### [ASSIGNMENT]
Would you count the lines in the entries below that contain "Place"? Reply with the number only.

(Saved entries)
□ □ □

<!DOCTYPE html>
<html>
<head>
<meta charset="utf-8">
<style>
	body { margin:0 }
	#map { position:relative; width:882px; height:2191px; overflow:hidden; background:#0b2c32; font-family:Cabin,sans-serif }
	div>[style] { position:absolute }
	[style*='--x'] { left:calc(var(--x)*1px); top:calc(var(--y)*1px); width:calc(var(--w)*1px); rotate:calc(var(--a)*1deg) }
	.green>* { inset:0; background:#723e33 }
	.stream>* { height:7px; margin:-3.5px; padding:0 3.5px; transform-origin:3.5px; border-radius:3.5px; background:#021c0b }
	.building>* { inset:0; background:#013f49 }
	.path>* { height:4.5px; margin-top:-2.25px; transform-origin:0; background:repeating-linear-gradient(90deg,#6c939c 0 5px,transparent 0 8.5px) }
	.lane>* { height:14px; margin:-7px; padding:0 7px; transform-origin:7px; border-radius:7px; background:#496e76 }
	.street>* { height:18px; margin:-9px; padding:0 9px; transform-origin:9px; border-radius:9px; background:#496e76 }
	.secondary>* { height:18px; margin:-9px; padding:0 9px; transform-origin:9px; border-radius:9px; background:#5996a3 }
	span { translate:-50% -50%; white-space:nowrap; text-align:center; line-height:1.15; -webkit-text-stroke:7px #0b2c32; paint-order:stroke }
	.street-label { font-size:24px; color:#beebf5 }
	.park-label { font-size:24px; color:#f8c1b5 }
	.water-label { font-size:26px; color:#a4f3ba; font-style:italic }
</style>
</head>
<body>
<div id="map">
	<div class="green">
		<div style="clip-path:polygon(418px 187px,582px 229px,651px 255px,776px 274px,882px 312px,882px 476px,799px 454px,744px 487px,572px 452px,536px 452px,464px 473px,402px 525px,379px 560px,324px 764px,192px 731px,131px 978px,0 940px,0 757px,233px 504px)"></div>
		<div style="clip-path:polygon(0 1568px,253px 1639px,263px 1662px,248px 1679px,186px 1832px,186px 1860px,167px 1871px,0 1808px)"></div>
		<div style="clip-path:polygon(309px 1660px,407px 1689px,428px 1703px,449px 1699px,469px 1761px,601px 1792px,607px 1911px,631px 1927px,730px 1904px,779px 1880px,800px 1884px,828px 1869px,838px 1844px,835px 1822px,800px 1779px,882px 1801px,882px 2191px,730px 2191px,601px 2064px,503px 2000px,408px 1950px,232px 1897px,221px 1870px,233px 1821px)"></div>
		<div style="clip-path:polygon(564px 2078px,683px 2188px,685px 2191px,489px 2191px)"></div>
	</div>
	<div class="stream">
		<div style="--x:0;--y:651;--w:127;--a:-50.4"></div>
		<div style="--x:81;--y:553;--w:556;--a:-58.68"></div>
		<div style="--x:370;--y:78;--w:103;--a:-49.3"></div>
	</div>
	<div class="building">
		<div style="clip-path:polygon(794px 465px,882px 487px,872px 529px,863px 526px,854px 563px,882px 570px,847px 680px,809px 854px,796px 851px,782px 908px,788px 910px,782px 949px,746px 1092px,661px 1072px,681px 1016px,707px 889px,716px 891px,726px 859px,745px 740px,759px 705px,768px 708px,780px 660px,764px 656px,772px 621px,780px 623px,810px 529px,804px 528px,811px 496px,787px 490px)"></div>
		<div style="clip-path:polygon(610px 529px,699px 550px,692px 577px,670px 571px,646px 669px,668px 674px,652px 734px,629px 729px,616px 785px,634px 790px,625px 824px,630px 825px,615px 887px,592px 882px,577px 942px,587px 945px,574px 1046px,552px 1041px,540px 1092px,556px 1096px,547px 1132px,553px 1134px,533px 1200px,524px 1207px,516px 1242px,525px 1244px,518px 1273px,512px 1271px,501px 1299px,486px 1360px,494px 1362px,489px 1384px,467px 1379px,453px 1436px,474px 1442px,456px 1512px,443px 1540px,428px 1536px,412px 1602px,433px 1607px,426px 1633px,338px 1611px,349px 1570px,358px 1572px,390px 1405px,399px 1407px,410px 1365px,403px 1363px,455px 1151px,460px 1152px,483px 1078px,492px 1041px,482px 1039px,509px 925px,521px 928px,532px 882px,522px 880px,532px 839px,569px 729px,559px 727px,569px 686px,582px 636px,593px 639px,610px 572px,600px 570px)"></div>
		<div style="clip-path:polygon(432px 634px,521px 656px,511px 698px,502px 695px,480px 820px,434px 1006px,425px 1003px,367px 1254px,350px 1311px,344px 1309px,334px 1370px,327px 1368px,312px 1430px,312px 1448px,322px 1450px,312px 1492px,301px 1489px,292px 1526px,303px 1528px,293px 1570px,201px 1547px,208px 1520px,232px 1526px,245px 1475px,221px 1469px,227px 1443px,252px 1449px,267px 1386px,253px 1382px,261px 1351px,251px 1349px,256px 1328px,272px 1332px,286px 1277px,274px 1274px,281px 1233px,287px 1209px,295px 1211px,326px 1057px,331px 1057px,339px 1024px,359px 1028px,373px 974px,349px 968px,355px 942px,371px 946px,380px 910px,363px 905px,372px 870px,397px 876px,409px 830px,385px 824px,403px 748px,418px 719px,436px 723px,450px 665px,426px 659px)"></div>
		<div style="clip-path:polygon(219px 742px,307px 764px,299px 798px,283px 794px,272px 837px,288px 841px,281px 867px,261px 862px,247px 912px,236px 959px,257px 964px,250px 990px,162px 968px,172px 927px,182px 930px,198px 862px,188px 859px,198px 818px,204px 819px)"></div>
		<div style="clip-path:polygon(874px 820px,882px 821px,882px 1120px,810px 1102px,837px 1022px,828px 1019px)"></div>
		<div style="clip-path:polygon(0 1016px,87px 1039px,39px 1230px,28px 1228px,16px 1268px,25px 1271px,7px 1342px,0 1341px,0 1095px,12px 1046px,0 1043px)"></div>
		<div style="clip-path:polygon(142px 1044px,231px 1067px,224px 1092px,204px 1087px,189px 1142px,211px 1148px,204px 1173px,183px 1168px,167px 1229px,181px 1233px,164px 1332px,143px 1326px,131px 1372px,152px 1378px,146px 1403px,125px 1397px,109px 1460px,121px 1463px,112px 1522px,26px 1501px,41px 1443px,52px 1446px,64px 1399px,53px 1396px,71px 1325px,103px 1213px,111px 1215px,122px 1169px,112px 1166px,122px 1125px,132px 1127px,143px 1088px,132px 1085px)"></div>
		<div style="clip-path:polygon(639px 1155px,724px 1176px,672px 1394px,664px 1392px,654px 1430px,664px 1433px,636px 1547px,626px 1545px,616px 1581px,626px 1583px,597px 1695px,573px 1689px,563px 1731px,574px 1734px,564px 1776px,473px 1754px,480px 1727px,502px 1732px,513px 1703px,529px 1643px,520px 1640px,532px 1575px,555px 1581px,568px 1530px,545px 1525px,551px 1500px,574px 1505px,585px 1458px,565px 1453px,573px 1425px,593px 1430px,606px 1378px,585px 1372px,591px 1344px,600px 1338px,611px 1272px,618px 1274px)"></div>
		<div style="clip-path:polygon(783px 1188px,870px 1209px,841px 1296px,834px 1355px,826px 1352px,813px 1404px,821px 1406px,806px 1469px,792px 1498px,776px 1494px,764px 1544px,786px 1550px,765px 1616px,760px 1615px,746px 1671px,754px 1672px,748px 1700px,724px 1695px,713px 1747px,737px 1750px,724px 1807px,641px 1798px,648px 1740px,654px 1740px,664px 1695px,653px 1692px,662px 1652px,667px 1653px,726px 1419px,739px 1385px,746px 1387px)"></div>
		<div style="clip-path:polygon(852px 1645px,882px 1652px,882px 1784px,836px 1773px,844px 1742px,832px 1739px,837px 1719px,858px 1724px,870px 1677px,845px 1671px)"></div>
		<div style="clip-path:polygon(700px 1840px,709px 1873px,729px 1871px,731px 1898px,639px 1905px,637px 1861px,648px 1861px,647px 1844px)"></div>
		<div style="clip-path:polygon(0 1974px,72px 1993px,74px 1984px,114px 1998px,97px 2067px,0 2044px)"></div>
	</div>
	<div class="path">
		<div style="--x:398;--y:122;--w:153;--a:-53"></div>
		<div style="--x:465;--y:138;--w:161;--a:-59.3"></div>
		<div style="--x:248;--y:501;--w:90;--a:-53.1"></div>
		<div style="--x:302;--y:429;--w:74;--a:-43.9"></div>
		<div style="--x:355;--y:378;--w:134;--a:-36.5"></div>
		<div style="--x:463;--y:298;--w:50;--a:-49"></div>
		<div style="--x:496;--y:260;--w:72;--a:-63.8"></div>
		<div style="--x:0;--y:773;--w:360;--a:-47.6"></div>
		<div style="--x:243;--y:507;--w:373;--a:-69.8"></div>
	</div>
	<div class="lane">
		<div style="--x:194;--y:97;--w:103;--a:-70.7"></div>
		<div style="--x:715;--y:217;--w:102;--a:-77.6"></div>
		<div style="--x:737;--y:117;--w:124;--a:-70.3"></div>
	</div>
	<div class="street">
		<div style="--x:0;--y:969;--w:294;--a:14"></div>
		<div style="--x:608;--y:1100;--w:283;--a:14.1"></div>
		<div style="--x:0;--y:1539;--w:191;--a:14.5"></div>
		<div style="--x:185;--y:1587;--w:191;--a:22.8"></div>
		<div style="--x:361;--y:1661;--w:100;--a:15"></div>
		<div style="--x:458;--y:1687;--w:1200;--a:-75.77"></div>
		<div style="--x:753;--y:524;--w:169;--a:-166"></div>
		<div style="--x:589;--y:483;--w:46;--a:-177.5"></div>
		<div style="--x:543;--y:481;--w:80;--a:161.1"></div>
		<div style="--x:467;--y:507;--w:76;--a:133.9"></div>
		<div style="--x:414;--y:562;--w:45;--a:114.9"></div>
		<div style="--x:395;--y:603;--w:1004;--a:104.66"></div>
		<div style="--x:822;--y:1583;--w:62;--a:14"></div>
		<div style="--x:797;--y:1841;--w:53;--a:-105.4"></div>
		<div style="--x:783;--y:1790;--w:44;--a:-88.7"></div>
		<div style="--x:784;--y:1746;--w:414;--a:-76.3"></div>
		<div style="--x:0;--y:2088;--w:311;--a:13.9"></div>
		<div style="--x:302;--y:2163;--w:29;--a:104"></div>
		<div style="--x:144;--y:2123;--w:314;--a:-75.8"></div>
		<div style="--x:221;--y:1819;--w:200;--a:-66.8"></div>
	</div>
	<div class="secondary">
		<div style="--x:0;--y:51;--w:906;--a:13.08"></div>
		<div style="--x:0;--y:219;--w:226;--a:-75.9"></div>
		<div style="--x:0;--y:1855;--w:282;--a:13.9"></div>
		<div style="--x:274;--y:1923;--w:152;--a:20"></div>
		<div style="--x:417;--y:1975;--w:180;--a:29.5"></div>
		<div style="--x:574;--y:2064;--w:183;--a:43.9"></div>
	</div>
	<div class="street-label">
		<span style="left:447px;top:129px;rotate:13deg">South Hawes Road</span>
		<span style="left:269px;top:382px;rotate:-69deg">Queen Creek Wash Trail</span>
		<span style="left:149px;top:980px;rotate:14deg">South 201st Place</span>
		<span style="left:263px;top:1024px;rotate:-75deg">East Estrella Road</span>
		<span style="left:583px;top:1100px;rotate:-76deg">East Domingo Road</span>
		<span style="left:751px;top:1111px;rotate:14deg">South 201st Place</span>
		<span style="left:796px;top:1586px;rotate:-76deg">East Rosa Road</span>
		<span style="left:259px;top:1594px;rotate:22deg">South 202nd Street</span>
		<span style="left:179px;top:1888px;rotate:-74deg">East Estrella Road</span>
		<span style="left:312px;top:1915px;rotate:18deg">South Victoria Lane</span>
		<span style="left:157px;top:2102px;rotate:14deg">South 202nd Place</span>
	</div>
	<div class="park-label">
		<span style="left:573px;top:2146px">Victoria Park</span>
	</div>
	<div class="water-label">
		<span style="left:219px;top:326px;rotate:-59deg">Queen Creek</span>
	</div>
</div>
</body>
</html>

□ □ □

### [EXPECTED ANSWER]
3